Peugeot abandoned a goal of increasing second-half earnings at the division while announcing a 1.8 percent gain in first- half group operating profit and maintaining its pledge to increase the companywide figure in 2011. Japanese parts shortages will wipe 100 million euros ($145 million) from earnings, in addition to a 150 million-euro cut in the first half, while prices for steel and other materials will trim profit by 40 percent more than forecast.
“What’s new here is that the Japan impact isn’t limited to the first half,” Erich Hauser, a London-based analyst at Credit Suisse, said in a telephone interview.
Peugeot’s results also show strong pressure on pricing that almost wiped out the Paris-based company’s gains from model introductions, Hauser said. “Everything we see today points to a worsening second-half performance for the entire European sector.”

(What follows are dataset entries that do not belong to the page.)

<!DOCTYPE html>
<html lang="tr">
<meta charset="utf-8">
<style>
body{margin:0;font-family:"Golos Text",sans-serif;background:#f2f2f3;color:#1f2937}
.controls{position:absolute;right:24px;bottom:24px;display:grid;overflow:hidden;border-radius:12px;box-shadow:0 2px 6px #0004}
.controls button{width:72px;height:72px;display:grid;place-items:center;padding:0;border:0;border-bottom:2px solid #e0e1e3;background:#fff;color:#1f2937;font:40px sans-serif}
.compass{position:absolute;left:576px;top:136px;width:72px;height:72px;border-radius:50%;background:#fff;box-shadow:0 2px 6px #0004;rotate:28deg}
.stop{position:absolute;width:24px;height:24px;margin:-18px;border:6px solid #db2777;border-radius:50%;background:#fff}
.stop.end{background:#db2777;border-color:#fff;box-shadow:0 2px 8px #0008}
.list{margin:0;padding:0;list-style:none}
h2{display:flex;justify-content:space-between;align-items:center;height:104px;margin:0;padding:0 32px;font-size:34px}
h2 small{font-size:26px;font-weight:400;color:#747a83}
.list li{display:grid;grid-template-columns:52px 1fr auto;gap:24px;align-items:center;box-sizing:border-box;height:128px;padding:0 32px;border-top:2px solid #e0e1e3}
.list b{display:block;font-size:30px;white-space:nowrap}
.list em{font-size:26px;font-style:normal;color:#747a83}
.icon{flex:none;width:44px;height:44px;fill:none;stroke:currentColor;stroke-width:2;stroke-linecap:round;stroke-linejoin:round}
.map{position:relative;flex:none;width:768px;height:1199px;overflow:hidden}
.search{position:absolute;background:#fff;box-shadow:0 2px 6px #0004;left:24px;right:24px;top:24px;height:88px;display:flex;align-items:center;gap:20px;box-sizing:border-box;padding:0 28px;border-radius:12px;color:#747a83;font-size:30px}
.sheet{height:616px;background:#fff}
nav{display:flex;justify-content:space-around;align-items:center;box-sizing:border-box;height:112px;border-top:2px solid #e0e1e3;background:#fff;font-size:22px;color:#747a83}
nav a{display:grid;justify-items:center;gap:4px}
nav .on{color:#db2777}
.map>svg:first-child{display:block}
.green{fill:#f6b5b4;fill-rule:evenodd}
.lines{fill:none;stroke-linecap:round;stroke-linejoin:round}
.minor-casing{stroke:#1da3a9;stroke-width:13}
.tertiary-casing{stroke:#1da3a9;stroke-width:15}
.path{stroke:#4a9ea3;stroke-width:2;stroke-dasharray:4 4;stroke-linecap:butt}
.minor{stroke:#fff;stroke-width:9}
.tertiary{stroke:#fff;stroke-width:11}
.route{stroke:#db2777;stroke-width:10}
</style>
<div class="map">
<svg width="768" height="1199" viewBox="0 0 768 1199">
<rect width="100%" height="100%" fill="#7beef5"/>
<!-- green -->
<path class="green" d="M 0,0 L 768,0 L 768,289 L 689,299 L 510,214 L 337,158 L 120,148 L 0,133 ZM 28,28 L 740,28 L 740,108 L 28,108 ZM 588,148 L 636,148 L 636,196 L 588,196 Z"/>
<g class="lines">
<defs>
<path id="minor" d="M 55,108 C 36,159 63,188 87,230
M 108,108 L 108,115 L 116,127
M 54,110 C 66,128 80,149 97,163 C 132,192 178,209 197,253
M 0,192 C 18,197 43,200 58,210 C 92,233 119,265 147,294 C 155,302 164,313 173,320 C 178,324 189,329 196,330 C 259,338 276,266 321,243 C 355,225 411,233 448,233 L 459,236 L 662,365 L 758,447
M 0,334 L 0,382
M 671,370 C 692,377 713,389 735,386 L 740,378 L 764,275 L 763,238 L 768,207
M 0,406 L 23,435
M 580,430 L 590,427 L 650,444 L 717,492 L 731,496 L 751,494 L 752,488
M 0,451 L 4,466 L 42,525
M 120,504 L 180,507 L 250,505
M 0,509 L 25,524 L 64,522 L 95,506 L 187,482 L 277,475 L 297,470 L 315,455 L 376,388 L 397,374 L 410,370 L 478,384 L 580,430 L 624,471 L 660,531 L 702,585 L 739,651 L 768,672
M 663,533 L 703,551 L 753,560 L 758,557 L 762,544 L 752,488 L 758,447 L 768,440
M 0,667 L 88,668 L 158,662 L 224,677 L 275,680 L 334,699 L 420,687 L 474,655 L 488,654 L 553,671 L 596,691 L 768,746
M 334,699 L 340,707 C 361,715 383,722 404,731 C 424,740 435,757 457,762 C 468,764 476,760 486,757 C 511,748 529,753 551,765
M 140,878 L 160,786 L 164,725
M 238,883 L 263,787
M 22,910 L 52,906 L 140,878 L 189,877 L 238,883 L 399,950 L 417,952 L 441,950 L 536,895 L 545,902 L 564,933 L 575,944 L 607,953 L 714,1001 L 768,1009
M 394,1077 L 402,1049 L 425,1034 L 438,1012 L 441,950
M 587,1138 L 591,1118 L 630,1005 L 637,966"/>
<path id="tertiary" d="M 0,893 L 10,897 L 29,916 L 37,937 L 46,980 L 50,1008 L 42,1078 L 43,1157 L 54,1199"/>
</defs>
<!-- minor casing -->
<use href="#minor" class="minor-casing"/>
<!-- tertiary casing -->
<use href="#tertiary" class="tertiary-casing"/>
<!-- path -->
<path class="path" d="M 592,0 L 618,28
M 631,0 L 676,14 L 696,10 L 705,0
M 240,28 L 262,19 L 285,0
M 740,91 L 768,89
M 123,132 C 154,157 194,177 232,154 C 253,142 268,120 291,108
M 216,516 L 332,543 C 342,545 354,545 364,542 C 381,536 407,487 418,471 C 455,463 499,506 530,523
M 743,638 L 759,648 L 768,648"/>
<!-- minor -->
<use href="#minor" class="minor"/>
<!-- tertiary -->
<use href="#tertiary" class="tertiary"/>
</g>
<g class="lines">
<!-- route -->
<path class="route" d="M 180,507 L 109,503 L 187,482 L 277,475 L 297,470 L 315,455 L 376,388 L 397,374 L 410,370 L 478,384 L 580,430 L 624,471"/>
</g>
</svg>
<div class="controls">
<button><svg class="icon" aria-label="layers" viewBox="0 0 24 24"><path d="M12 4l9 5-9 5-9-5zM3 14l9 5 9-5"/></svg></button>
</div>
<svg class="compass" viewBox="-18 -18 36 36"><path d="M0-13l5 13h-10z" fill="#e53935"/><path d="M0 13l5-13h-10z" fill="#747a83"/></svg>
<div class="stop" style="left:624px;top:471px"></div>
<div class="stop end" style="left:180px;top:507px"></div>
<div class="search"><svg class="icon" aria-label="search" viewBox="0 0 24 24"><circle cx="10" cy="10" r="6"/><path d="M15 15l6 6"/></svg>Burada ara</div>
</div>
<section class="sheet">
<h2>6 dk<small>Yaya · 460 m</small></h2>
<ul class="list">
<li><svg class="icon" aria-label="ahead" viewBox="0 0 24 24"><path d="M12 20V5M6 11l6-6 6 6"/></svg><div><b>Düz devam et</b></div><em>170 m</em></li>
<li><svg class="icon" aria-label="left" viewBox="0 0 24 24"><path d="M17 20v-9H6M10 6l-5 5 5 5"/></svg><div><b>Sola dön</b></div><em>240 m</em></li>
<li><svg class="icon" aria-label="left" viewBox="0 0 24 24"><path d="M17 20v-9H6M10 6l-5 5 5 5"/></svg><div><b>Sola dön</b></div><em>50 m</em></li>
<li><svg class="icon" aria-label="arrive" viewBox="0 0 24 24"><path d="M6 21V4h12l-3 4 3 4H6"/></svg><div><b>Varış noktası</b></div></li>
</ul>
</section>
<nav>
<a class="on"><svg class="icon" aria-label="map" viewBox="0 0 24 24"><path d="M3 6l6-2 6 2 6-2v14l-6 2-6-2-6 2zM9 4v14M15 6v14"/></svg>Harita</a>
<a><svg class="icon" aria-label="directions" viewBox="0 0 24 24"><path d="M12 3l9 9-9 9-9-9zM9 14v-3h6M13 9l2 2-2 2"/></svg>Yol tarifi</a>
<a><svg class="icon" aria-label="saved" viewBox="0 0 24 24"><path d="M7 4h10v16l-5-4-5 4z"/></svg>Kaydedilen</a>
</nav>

First-half group operating profit, which excludes one-time items, advanced to 1.16 billion euros from 1.14 billion euros, Peugeot said today in a statement. As a proportion of sales, earnings fell to 3.7 percent from 4 percent.
Peugeot said it will seek more savings to try to make up for a 300 million-euro earnings reduction from materials and parts disruption, which will otherwise cut 2011 auto-division operating profit to as little 321 million euros from 621 million euros last year.
That would represent an 84 million-euro loss in the second half, the division’s first loss in two years, after a 405 million-euro profit for the first six months.
The carmaker is seeking to boost profitability with a revamp of key products and an expansion into higher-priced vehicle categories. Higher-end models, including the 3008 crossover, DS3 minicar and 508 large car, accounted for 17 percent of first-half deliveries compared with 14 percent a year earlier.
While the introduction of upscale models lifted first-half earnings by 412 million euros, that gain was mostly canceled by a 311 million-euro negative impact from declining prices, Peugeot said today.
Net income rose to 806 million euros from 680 million euros a year earlier, on a 9.7 percent increase in sales to 31.1 billion euros. Excluding the earthquake’s effects, group operating profit totaled 1.3 billion euros, while the automaking unit’s earnings increased to 552 million euros.
Chief Executive Officer Philippe Varin’s three-year performance plan has targeted 3.3 billion euros in additional earnings by next year through higher sales, shorter model- development times and a 20 percent gain in manufacturing productivity. The carmaker ranks second in Europe to Wolfsburg, Germany-based Volkswagen AG , based on global deliveries.